Dito isso, ao longo de nosso percurso e construção, decidimos que não bastava somente sermos (trans)feministas, pois esbarrávamos sempre na questão de classe e de raça: Quem são as travestis no Brasil? Em sua maioria pobre e negra. Não poderíamos, por isso, deixar de lado questões cruciais que atravessam a questão trans*. Além disso, durante nosso fortalecimento com outros grupos feministas, percebemos que a solidariedade em relação ao gênero não era suficiente. Fazer um feminismo com foco apenas no gênero não era suficiente. Não basta ser mulher, porque “mulher” é uma categoria ampla e diversa, que abarca múltiplas vivências atravessadas por diferentes opressões. Não basta lutarmos pela liberação feminina, porque esta está atravessada por outras lutas como raça, classe, orientação sexual, e outras que não podem ser isoladas de nossa causa. Por isso, não poderíamos, em sã consciência e eticamente, promover um transfeminismo que deixasse de lado essas questões.
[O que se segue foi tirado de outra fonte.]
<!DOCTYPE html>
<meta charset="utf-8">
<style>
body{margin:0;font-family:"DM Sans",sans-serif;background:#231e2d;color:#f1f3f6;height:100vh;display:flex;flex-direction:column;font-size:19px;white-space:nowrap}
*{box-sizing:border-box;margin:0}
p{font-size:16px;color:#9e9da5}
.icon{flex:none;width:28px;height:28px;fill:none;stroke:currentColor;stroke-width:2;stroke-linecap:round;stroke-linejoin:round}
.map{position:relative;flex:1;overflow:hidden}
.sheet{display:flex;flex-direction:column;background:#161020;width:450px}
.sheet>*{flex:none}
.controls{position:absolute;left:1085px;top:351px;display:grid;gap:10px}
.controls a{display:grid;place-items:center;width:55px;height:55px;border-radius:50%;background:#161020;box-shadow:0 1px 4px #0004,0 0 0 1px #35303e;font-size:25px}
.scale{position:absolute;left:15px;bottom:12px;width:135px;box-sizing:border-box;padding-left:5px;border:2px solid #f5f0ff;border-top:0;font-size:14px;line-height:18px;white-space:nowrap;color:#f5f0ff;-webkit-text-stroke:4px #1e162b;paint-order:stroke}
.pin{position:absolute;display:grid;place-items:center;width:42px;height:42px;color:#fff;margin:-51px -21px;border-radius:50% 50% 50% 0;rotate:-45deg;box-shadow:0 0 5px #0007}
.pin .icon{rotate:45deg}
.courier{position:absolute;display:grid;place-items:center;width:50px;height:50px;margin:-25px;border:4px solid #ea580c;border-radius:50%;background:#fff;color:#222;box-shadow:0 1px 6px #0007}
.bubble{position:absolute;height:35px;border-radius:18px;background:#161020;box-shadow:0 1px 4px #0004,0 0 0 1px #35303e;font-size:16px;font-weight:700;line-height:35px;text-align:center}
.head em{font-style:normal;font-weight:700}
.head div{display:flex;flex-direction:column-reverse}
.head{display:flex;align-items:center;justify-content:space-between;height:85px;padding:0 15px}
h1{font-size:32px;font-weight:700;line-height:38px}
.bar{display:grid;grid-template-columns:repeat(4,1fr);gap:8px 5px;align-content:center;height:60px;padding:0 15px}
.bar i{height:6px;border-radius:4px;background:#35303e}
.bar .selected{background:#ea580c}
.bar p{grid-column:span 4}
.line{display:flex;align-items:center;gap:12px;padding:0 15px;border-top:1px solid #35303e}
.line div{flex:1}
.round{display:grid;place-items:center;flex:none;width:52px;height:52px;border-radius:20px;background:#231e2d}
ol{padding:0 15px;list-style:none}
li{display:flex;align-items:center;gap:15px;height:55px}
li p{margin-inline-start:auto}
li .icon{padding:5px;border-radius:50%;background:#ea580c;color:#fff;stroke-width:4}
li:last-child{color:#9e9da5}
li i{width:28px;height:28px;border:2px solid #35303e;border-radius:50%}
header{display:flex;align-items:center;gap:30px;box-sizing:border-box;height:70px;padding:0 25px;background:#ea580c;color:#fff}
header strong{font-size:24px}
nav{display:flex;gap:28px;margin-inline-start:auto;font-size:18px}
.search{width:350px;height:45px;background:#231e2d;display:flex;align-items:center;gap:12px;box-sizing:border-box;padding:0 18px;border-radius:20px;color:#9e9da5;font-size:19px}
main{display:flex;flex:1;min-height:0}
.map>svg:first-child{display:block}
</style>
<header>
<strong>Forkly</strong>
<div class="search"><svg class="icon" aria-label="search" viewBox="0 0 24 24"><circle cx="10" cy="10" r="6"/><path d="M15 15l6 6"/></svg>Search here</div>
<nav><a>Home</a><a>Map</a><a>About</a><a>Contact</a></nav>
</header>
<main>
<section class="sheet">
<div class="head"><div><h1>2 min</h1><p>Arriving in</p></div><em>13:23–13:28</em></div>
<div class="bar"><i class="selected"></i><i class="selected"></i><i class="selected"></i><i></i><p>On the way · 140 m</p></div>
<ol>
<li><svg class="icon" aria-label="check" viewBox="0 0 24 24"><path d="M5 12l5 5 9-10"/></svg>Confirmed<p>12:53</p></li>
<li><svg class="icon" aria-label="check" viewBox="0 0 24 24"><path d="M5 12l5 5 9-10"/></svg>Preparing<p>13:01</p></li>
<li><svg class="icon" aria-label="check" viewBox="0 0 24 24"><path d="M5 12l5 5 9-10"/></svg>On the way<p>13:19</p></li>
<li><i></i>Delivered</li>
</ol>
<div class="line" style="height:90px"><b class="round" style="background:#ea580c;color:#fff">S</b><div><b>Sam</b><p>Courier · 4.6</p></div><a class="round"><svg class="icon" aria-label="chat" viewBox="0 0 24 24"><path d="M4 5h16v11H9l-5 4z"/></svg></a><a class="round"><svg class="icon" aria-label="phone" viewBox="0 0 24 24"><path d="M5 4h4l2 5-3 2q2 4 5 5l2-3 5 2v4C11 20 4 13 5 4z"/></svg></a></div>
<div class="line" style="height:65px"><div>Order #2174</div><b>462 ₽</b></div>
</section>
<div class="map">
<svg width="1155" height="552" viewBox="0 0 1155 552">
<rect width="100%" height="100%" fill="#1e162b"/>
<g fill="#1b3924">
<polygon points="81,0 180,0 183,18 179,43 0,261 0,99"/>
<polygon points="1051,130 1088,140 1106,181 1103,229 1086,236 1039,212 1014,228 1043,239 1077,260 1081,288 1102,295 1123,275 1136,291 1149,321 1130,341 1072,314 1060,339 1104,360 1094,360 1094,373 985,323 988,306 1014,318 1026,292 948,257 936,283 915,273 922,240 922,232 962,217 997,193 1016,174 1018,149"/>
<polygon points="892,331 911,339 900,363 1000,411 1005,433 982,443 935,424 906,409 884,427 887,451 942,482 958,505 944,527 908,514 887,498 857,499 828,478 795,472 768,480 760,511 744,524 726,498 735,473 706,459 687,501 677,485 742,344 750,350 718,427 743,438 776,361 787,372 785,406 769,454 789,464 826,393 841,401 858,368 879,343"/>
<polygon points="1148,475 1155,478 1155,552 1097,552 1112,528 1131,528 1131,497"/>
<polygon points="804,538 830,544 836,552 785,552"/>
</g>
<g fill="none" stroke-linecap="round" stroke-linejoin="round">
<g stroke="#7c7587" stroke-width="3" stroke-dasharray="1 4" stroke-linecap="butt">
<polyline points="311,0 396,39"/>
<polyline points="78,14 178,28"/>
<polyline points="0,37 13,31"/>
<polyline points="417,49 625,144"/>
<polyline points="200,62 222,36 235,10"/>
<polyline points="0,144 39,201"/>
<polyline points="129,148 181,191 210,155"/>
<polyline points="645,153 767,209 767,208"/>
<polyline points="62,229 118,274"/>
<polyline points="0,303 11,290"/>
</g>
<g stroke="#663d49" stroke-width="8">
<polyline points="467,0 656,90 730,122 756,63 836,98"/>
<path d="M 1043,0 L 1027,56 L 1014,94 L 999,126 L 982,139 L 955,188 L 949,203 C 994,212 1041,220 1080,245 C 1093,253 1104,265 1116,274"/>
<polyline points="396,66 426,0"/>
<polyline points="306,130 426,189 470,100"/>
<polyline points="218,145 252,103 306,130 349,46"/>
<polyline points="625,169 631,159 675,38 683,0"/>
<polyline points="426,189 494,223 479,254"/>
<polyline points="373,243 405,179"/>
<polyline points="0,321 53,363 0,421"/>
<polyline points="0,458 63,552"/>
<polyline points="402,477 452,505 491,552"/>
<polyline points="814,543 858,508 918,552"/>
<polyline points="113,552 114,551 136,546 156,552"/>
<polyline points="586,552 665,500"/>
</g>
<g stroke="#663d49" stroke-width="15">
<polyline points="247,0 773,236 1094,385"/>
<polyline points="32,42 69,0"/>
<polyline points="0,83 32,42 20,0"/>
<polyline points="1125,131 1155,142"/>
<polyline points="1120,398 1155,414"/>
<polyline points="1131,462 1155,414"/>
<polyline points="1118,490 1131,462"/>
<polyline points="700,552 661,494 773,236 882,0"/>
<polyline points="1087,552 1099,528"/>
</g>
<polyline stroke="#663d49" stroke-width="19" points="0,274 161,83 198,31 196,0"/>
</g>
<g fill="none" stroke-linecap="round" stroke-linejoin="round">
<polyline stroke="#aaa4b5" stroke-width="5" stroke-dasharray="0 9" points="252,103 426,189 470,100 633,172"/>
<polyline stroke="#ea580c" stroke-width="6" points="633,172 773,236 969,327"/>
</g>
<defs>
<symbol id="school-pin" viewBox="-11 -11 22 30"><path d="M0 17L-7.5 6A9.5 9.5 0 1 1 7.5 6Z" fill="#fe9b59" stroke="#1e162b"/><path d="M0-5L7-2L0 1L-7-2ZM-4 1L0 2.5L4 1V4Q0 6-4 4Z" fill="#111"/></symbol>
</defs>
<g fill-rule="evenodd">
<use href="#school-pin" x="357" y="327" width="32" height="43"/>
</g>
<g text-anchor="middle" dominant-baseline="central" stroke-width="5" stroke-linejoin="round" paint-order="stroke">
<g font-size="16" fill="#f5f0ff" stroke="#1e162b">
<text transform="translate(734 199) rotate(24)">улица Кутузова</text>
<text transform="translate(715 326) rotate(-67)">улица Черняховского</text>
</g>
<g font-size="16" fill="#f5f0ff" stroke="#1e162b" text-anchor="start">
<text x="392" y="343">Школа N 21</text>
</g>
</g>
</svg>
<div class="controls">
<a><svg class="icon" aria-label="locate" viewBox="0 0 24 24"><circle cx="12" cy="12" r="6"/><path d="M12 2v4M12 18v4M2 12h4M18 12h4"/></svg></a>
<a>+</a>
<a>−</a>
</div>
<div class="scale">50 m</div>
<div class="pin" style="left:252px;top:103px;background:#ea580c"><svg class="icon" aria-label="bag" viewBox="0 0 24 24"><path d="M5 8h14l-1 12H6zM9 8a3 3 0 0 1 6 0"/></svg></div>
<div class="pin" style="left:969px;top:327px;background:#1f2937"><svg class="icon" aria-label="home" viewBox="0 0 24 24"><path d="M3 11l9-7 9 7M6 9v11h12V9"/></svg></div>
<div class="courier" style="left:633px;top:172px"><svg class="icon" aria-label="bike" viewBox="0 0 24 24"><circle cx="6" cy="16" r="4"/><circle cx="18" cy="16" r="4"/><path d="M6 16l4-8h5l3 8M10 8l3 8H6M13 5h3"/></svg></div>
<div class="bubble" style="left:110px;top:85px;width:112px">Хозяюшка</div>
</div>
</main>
Dessa forma, gostaríamos de assumir publicamente a linha política de nosso coletivo. Somos um coletivo transfeminista socialista. Não só transfeminista e socialista, mas também negro, uma vez que acreditamos que a luta socialista não pode ser dissociada da luta antirracismo. A luta de classes é algo que atravessa diretamente nossas vivências e, não somente, também temos solidariedade como classe marginalizada com nossas companheiras trabalhadoras negras, pobres, com deficiência, lésbicas e bissexuais, no Brasil e no mundo, pois nosso socialismo se quer internacionalista. A luta pela libertação econômica e social trans* é indissociável da luta contra o capitalismo, pois é o capitalismo que se aproveita e promove a transfobia e a miséria. Não existirá, enquanto houver capitalismo, igualdade e justiça para todas as pessoas trans*, pois o capitalismo é por si mesmo um sistema de exploração. O socialismo representa uma forma de justiça social e econômica necessária para acabarmos efetivamente não só com a transfobia, mas com todas as outras opressões.
Companheirxs trans* de todo mundo, uni-vos!